Stored data entries
[Start of section]
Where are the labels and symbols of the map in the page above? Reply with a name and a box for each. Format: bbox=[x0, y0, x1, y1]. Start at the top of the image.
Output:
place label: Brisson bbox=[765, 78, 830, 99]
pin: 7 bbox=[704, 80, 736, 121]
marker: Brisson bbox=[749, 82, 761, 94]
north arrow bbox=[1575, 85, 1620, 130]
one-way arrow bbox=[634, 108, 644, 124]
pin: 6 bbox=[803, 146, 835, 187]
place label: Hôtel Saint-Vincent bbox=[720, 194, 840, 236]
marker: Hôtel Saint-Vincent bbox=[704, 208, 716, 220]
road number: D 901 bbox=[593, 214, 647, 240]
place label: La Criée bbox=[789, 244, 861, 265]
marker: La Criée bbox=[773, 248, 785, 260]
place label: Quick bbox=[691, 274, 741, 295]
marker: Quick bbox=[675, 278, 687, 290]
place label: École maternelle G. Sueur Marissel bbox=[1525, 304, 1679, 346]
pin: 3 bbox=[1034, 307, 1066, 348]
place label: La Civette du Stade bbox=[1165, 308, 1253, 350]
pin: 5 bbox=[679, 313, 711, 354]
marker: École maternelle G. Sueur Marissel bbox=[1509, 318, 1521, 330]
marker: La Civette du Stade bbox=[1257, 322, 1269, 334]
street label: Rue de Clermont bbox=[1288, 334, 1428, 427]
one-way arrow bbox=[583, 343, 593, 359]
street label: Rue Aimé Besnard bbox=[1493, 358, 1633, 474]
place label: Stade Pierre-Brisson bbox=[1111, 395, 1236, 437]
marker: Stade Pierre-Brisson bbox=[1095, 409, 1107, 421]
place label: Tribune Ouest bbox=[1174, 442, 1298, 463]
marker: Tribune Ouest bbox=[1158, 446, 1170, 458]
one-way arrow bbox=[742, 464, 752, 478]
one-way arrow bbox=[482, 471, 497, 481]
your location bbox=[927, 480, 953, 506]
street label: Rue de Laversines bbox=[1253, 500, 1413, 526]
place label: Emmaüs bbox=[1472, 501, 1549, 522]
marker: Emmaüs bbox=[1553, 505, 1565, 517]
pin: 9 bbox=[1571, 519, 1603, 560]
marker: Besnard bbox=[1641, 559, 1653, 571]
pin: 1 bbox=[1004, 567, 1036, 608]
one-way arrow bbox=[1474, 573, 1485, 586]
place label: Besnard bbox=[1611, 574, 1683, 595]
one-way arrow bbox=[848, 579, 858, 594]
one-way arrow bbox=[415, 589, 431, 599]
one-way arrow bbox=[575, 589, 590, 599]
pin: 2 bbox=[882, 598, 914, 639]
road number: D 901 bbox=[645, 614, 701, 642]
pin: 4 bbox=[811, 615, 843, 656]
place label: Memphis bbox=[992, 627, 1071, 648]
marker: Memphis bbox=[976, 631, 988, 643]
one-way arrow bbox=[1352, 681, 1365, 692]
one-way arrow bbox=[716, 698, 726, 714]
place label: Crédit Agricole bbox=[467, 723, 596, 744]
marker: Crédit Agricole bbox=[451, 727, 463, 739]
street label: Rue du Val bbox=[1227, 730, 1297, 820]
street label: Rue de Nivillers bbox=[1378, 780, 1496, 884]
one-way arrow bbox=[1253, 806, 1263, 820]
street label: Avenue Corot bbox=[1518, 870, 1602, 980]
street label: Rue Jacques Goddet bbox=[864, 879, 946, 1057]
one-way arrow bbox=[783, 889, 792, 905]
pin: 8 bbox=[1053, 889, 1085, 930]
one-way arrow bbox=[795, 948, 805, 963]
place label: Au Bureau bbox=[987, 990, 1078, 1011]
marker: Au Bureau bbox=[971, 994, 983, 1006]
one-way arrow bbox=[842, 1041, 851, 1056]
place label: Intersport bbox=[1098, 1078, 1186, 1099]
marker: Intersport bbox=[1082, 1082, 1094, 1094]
[End of section]
__What to work on__.
The full set of entries above needs to be restated word for word.

__Answer area__.
Where are the labels and symbols of the map in the page above? Reply with a name and a box for each. Format: bbox=[x0, y0, x1, y1]. Start at the top of the image.
Output:
place label: Brisson bbox=[765, 78, 830, 99]
pin: 7 bbox=[704, 80, 736, 121]
marker: Brisson bbox=[749, 82, 761, 94]
north arrow bbox=[1575, 85, 1620, 130]
one-way arrow bbox=[634, 108, 644, 124]
pin: 6 bbox=[803, 146, 835, 187]
place label: Hôtel Saint-Vincent bbox=[720, 194, 840, 236]
marker: Hôtel Saint-Vincent bbox=[704, 208, 716, 220]
road number: D 901 bbox=[593, 214, 647, 240]
place label: La Criée bbox=[789, 244, 861, 265]
marker: La Criée bbox=[773, 248, 785, 260]
place label: Quick bbox=[691, 274, 741, 295]
marker: Quick bbox=[675, 278, 687, 290]
place label: École maternelle G. Sueur Marissel bbox=[1525, 304, 1679, 346]
pin: 3 bbox=[1034, 307, 1066, 348]
place label: La Civette du Stade bbox=[1165, 308, 1253, 350]
pin: 5 bbox=[679, 313, 711, 354]
marker: École maternelle G. Sueur Marissel bbox=[1509, 318, 1521, 330]
marker: La Civette du Stade bbox=[1257, 322, 1269, 334]
street label: Rue de Clermont bbox=[1288, 334, 1428, 427]
one-way arrow bbox=[583, 343, 593, 359]
street label: Rue Aimé Besnard bbox=[1493, 358, 1633, 474]
place label: Stade Pierre-Brisson bbox=[1111, 395, 1236, 437]
marker: Stade Pierre-Brisson bbox=[1095, 409, 1107, 421]
place label: Tribune Ouest bbox=[1174, 442, 1298, 463]
marker: Tribune Ouest bbox=[1158, 446, 1170, 458]
one-way arrow bbox=[742, 464, 752, 478]
one-way arrow bbox=[482, 471, 497, 481]
your location bbox=[927, 480, 953, 506]
street label: Rue de Laversines bbox=[1253, 500, 1413, 526]
place label: Emmaüs bbox=[1472, 501, 1549, 522]
marker: Emmaüs bbox=[1553, 505, 1565, 517]
pin: 9 bbox=[1571, 519, 1603, 560]
marker: Besnard bbox=[1641, 559, 1653, 571]
pin: 1 bbox=[1004, 567, 1036, 608]
one-way arrow bbox=[1474, 573, 1485, 586]
place label: Besnard bbox=[1611, 574, 1683, 595]
one-way arrow bbox=[848, 579, 858, 594]
one-way arrow bbox=[415, 589, 431, 599]
one-way arrow bbox=[575, 589, 590, 599]
pin: 2 bbox=[882, 598, 914, 639]
road number: D 901 bbox=[645, 614, 701, 642]
pin: 4 bbox=[811, 615, 843, 656]
place label: Memphis bbox=[992, 627, 1071, 648]
marker: Memphis bbox=[976, 631, 988, 643]
one-way arrow bbox=[1352, 681, 1365, 692]
one-way arrow bbox=[716, 698, 726, 714]
place label: Crédit Agricole bbox=[467, 723, 596, 744]
marker: Crédit Agricole bbox=[451, 727, 463, 739]
street label: Rue du Val bbox=[1227, 730, 1297, 820]
street label: Rue de Nivillers bbox=[1378, 780, 1496, 884]
one-way arrow bbox=[1253, 806, 1263, 820]
street label: Avenue Corot bbox=[1518, 870, 1602, 980]
street label: Rue Jacques Goddet bbox=[864, 879, 946, 1057]
one-way arrow bbox=[783, 889, 792, 905]
pin: 8 bbox=[1053, 889, 1085, 930]
one-way arrow bbox=[795, 948, 805, 963]
place label: Au Bureau bbox=[987, 990, 1078, 1011]
marker: Au Bureau bbox=[971, 994, 983, 1006]
one-way arrow bbox=[842, 1041, 851, 1056]
place label: Intersport bbox=[1098, 1078, 1186, 1099]
marker: Intersport bbox=[1082, 1082, 1094, 1094]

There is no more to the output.